Benchmarking stream processing client libraries

by Tomas Neubauer
| 29 Sep, 2021
Benchmarking stream processing client libraries

Contents:

 

The future of big data is real time stream processing. Why? Because all data is created in real time, and most data belongs to a stream of sequential records. The game-changer is the opportunity to unlock significant value by processing records in real time — making use of data in the moment it is created.

There are hundreds of real-world applications for stream processing, including:

  • Personalizing digital experiences, through user interactions with an app
  • Optimizing physical assets, such as for machines manufacturing components
  • Developing vehicle software for cars driving in the real world; and
  • Detect fraudulent payments using machine learning in real time.

Cost-effective stream processing with low latency is the key to unlocking value in these examples. Apache Spark and Flink are currently considered best-in-class technologies (you can read more about them in our detailed comparison). However, our team has run into usability and scalability problems while processing data at scale.

For example, while working as engineers at McLaren, we found that these issues were compounded by interoperability challenges across the entire solution architecture. We had to run one protocol on the hardware (it was proprietary), another protocol on the broker (again proprietary), and Spark or Flink on the cluster.

Since leaving McLaren in February 2020, my team and I have worked to develop a solution to these problems. That solution is the Quix client library: Quix Streams.

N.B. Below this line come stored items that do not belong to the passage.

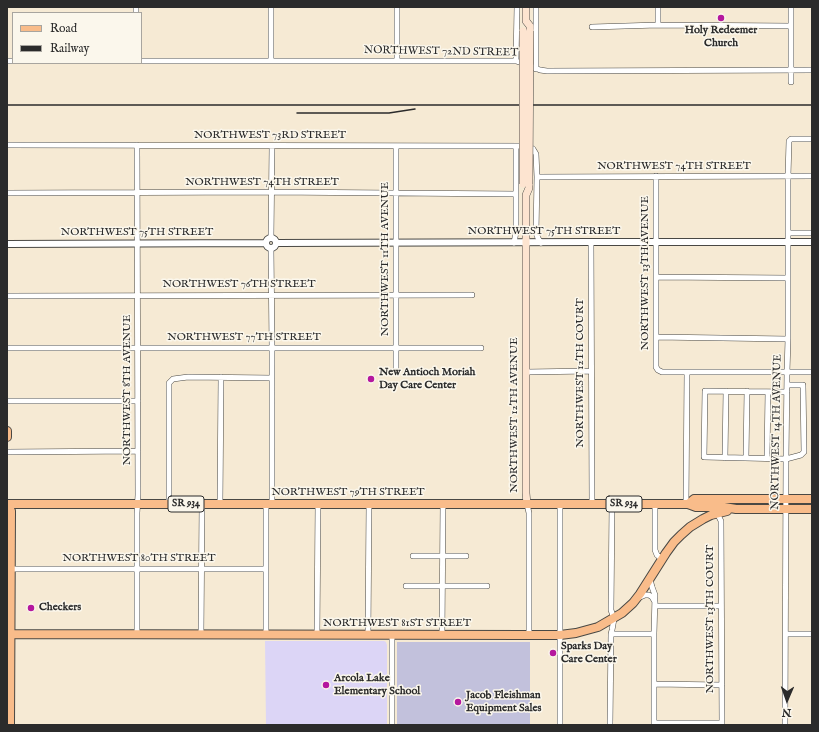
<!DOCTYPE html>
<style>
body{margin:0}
#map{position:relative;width:819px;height:732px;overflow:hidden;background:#f6ead4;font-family:"IM FELL English",serif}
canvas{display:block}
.frame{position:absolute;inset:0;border:8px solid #2b2b2b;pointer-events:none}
.legend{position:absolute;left:12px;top:12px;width:130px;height:52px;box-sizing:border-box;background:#fbf7ec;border:1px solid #a8a59f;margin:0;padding:5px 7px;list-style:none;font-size:12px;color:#2b2b2b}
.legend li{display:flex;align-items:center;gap:8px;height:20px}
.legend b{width:20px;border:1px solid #a8a59f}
.north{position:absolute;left:767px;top:680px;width:40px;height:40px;-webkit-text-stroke:3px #fbf7ec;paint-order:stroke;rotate:182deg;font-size:11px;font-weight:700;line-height:16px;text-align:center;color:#2b2b2b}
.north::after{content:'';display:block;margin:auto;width:14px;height:18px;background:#2b2b2b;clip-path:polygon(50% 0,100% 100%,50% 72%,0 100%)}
</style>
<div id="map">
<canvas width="819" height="732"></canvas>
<div class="frame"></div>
<ul class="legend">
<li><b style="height:5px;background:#f9bc8a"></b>Road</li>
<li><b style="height:5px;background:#2b2b2b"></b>Railway</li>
</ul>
<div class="north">N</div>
</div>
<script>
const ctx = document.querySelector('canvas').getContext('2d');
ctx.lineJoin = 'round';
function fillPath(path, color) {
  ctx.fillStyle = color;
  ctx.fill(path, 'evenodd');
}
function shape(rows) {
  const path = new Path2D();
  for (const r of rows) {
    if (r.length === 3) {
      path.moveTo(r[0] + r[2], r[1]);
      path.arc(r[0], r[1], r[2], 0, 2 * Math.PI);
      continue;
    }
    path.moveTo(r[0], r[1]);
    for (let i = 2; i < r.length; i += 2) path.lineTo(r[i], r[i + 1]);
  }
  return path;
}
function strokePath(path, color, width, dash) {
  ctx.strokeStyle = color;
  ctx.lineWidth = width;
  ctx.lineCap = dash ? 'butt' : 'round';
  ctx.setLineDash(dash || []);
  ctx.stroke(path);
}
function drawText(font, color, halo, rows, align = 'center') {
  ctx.font = font + ' "IM FELL English",serif';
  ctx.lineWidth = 3;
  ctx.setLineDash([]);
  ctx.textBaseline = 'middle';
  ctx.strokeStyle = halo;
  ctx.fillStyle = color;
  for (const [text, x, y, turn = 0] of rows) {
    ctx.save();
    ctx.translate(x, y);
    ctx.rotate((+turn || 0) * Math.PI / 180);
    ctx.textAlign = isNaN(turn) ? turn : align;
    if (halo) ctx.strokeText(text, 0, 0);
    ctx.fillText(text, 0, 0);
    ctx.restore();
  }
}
const built = shape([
 [265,641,384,641,386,642,387,645,387,725,266,725]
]);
const industrial = shape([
 [397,642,530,642,530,725,397,725]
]);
const minor = shape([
 [136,7,136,13],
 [271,7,271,61],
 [397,7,397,61],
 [658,7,658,25],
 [592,27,658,25,791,26],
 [7,61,13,61],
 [141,61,516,61,525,64,540,70,547,71,812,70],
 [516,61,517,7],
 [536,69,536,7],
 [791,82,791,7],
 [7,145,528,146,533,149,536,154,537,177,536,233,538,238,541,243],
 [656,176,656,367,658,370,662,372,812,372],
 [537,177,812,176],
 [7,193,271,192,516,194],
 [788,233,812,233],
 [271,238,272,146],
 [591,242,592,504],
 [514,243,516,232,516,146],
 [271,248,272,348,272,504],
 [656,277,788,278],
 [7,296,472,295],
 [656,337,788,339],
 [7,348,481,348],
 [396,372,396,146],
 [526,372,591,371],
 [787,385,803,385,804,452,801,455,786,459,704,457,705,391,787,392],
 [7,401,138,401],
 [7,452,138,451],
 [725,458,726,391],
 [746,458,747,391],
 [767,458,768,392],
 [169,504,169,383,173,379,188,377,272,378],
 [220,504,221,377],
 [527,504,529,513,529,635],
 [655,504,655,550,657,555,662,559],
 [686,504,687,372],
 [717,513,721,521,722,725],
 [413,556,466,556],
 [11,569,266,569],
 [650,579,652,587,655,595,654,634,654,725],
 [406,586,487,586],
 [638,598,645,595,649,595,652,597,655,602],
 [655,606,721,606],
 [611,634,654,634],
 [786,634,812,634],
 [137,635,137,513,138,495,137,145],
 [201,635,202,504],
 [266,635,266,504],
 [317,635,318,504],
 [368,635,369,504],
 [392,635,392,725],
 [442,635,443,504],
 [654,684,722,685],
 [654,723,722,723],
 [560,725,560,504],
 [610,725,611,634,612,630,614,619,611,610,612,504],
 [785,725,786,459,787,372,788,339,788,176,789,141,791,139,812,139]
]);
const tertiary = shape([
 [271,243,5],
 [277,243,591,242,812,242],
 [7,244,266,243]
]);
const secondary = shape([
 [526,7,526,21,530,26,530,31],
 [527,504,526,493,526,195,529,188,529,184]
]);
const primary = shape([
 [7,431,7,437],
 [688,504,694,499,812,499],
 [7,634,524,635,560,635,576,633,598,627,622,613,633,603,640,594,666,553,674,542,681,535,690,527,703,519,711,515,727,511],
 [10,725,11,511,7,504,688,504,696,507,724,507,736,509,812,509]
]);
const rail = shape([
 [7,105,812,105],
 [297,113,389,113,415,109]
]);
const secondaryBridge = shape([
 [523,184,523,31],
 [529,184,530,31]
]);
const markers = [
 [721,18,4,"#b5179e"],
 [371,379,4,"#b5179e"],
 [31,608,4,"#b5179e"],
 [553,653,4,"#b5179e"],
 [326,685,4,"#b5179e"],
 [458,702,4,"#b5179e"]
];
const shields = [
 [186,504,36],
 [624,504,36]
];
const shieldNames = [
 ["SR 934",186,504],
 ["SR 934",624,504]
];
const poiNames = [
 ["Holy Redeemer",721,31,"center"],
 ["Church",721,44,"center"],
 ["New Antioch Moriah",379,373],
 ["Day Care Center",379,386],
 ["Checkers",39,608],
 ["Sparks Day",561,647],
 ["Care Center",561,660],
 ["Arcola Lake",334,679],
 ["Elementary School",334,692],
 ["Jacob Fleishman",466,696],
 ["Equipment Sales",466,709]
];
const streetNames = [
 ["NORTHWEST 72ND STREET",441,52,1],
 ["NORTHWEST 73RD STREET",270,136],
 ["NORTHWEST 74TH STREET",674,167],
 ["NORTHWEST 74TH STREET",262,183],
 ["NORTHWEST 75TH STREET",544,232],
 ["NORTHWEST 75TH STREET",137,233],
 ["NORTHWEST 11TH AVENUE",386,259,-90],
 ["NORTHWEST 13TH AVENUE",646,273,-90],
 ["NORTHWEST 76TH STREET",239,285],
 ["NORTHWEST 77TH STREET",244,338],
 ["NORTHWEST 12TH COURT",581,373,-90],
 ["NORTHWEST 8TH AVENUE",128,390,-90],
 ["NORTHWEST 12TH AVENUE",515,415,-90],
 ["NORTHWEST 14TH AVENUE",777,432,-89],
 ["NORTHWEST 79TH STREET",348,493],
 ["NORTHWEST 80TH STREET",139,559],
 ["NORTHWEST 13TH COURT",711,619,-90],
 ["NORTHWEST 81ST STREET",397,624]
];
fillPath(built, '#dcd5f6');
fillPath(industrial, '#c2c1dc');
strokePath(minor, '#494844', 6);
strokePath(tertiary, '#494844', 8);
strokePath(secondary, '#494844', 8);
strokePath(primary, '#494844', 10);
strokePath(minor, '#fff', 5);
strokePath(tertiary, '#fff', 6);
strokePath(secondary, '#fde4d0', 7);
strokePath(primary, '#f9bc8a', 8);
strokePath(rail, '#2b2b2b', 1.5);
strokePath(secondaryBridge, '#494844', 8, []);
strokePath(secondaryBridge, '#fde4d0', 7);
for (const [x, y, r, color] of markers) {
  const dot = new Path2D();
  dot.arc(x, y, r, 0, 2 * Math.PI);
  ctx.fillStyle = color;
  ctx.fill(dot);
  strokePath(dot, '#fbf7ec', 1.5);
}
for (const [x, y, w] of shields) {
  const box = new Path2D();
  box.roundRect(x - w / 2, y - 8, w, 16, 3);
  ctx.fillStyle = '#fbf7ec';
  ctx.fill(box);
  strokePath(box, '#2b2b2b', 1);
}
drawText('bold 10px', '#2b2b2b', null, shieldNames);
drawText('bold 11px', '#2b2b2b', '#fbf7ec', poiNames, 'left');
drawText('11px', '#2b2b2b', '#fbf7ec', streetNames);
</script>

Inspired by the paper Discretized Streams: Fault-Tolerant Streaming Computation at Scale by Matei Zaharia and his colleagues, this article aims to benchmark our solution against Spark and Flink.

 

We developed an experiment to compare Flink, Spark and Quix based on four criteria:

  • Performance
  • Scalability
  • Easy of use
  • Efficiency

In this article, we won’t cover other aspects such as state management, failure recovery and latency. That’s because they’re substantial topics by themselves, so we’ll compare them in future posts. Stay tuned.

 

How to evaluate stream processing client libraries

Like Zaharia and colleagues, we used three stream processing tasks to test each library:

  • Grep, which finds the number of input strings matching a pattern
  • Word count, which performs a count over a 30-second sliding window; and
  • TopKCount, which finds the k most frequent words over the past 30 seconds.

Where we differ from Zaharia is that we stream data into Spark, Flink and Quix from a Kafka message broker. Each test was carried out on a three-part, end-to-end infrastructure to best reflect a production environment. It included:

  1. A random Lorem Ipsum word generator
  2. A Kafka broker
  3. A compute cluster where we ran the stream processing tasks and sampled measurements of CPU and memory

The stream processing results were then streamed back into a Kafka topic, as they would be in a production solution, where they can be consumed by other downstream applications.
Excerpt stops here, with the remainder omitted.